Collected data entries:
☆ ☆ ☆ ☆ ☆ ☆ ☆
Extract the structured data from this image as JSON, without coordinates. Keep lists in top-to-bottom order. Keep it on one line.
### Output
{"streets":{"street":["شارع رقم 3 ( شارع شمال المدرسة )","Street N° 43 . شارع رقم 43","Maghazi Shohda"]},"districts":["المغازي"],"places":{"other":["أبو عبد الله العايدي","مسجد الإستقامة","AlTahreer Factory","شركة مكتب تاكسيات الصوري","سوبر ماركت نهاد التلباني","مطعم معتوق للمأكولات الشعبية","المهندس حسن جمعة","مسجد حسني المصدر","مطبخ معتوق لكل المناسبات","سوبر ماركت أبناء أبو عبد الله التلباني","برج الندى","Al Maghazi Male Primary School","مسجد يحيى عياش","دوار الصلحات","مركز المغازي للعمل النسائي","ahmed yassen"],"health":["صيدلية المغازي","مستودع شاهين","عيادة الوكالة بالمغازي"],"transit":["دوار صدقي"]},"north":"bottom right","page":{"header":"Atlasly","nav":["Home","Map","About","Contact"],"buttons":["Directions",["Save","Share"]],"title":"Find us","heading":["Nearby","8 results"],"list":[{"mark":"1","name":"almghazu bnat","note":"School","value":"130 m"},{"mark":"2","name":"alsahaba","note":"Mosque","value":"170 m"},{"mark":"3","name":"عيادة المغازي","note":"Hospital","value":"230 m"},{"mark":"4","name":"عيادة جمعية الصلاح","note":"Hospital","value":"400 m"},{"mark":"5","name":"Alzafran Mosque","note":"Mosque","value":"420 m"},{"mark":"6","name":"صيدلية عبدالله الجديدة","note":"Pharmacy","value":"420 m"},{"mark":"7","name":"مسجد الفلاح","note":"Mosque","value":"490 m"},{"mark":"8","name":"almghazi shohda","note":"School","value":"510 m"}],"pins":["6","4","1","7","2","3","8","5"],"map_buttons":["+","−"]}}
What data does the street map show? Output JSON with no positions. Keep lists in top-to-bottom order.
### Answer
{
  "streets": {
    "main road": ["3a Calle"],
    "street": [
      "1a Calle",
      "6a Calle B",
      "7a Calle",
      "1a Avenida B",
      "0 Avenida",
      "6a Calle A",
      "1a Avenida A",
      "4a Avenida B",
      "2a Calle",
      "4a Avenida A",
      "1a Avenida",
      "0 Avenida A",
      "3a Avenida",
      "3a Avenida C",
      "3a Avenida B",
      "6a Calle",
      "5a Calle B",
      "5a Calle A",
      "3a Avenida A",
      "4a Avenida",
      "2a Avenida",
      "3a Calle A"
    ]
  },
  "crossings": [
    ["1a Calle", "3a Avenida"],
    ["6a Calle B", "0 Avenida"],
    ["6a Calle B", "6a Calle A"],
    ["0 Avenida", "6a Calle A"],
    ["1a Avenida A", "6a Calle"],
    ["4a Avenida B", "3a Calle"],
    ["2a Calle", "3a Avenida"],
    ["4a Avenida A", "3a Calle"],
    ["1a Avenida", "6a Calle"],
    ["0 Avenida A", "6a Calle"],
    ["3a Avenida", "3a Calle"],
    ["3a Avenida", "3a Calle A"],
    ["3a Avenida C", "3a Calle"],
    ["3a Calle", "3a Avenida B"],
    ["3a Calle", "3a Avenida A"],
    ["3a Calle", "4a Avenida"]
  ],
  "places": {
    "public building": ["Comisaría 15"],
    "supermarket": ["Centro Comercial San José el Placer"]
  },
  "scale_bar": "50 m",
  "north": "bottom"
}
☆ ☆ ☆ ☆ ☆ ☆ ☆
Problem details>
Would you write out all of the data again, unchanged?

Result of this task>
Extract the structured data from this image as JSON, without coordinates. Keep lists in top-to-bottom order. Keep it on one line.
### Output
{"streets":{"street":["شارع رقم 3 ( شارع شمال المدرسة )","Street N° 43 . شارع رقم 43","Maghazi Shohda"]},"districts":["المغازي"],"places":{"other":["أبو عبد الله العايدي","مسجد الإستقامة","AlTahreer Factory","شركة مكتب تاكسيات الصوري","سوبر ماركت نهاد التلباني","مطعم معتوق للمأكولات الشعبية","المهندس حسن جمعة","مسجد حسني المصدر","مطبخ معتوق لكل المناسبات","سوبر ماركت أبناء أبو عبد الله التلباني","برج الندى","Al Maghazi Male Primary School","مسجد يحيى عياش","دوار الصلحات","مركز المغازي للعمل النسائي","ahmed yassen"],"health":["صيدلية المغازي","مستودع شاهين","عيادة الوكالة بالمغازي"],"transit":["دوار صدقي"]},"north":"bottom right","page":{"header":"Atlasly","nav":["Home","Map","About","Contact"],"buttons":["Directions",["Save","Share"]],"title":"Find us","heading":["Nearby","8 results"],"list":[{"mark":"1","name":"almghazu bnat","note":"School","value":"130 m"},{"mark":"2","name":"alsahaba","note":"Mosque","value":"170 m"},{"mark":"3","name":"عيادة المغازي","note":"Hospital","value":"230 m"},{"mark":"4","name":"عيادة جمعية الصلاح","note":"Hospital","value":"400 m"},{"mark":"5","name":"Alzafran Mosque","note":"Mosque","value":"420 m"},{"mark":"6","name":"صيدلية عبدالله الجديدة","note":"Pharmacy","value":"420 m"},{"mark":"7","name":"مسجد الفلاح","note":"Mosque","value":"490 m"},{"mark":"8","name":"almghazi shohda","note":"School","value":"510 m"}],"pins":["6","4","1","7","2","3","8","5"],"map_buttons":["+","−"]}}
What data does the street map show? Output JSON with no positions. Keep lists in top-to-bottom order.
### Answer
{
  "streets": {
    "main road": ["3a Calle"],
    "street": [
      "1a Calle",
      "6a Calle B",
      "7a Calle",
      "1a Avenida B",
      "0 Avenida",
      "6a Calle A",
      "1a Avenida A",
      "4a Avenida B",
      "2a Calle",
      "4a Avenida A",
      "1a Avenida",
      "0 Avenida A",
      "3a Avenida",
      "3a Avenida C",
      "3a Avenida B",
      "6a Calle",
      "5a Calle B",
      "5a Calle A",
      "3a Avenida A",
      "4a Avenida",
      "2a Avenida",
      "3a Calle A"
    ]
  },
  "crossings": [
    ["1a Calle", "3a Avenida"],
    ["6a Calle B", "0 Avenida"],
    ["6a Calle B", "6a Calle A"],
    ["0 Avenida", "6a Calle A"],
    ["1a Avenida A", "6a Calle"],
    ["4a Avenida B", "3a Calle"],
    ["2a Calle", "3a Avenida"],
    ["4a Avenida A", "3a Calle"],
    ["1a Avenida", "6a Calle"],
    ["0 Avenida A", "6a Calle"],
    ["3a Avenida", "3a Calle"],
    ["3a Avenida", "3a Calle A"],
    ["3a Avenida C", "3a Calle"],
    ["3a Calle", "3a Avenida B"],
    ["3a Calle", "3a Avenida A"],
    ["3a Calle", "4a Avenida"]
  ],
  "places": {
    "public building": ["Comisaría 15"],
    "supermarket": ["Centro Comercial San José el Placer"]
  },
  "scale_bar": "50 m",
  "north": "bottom"
}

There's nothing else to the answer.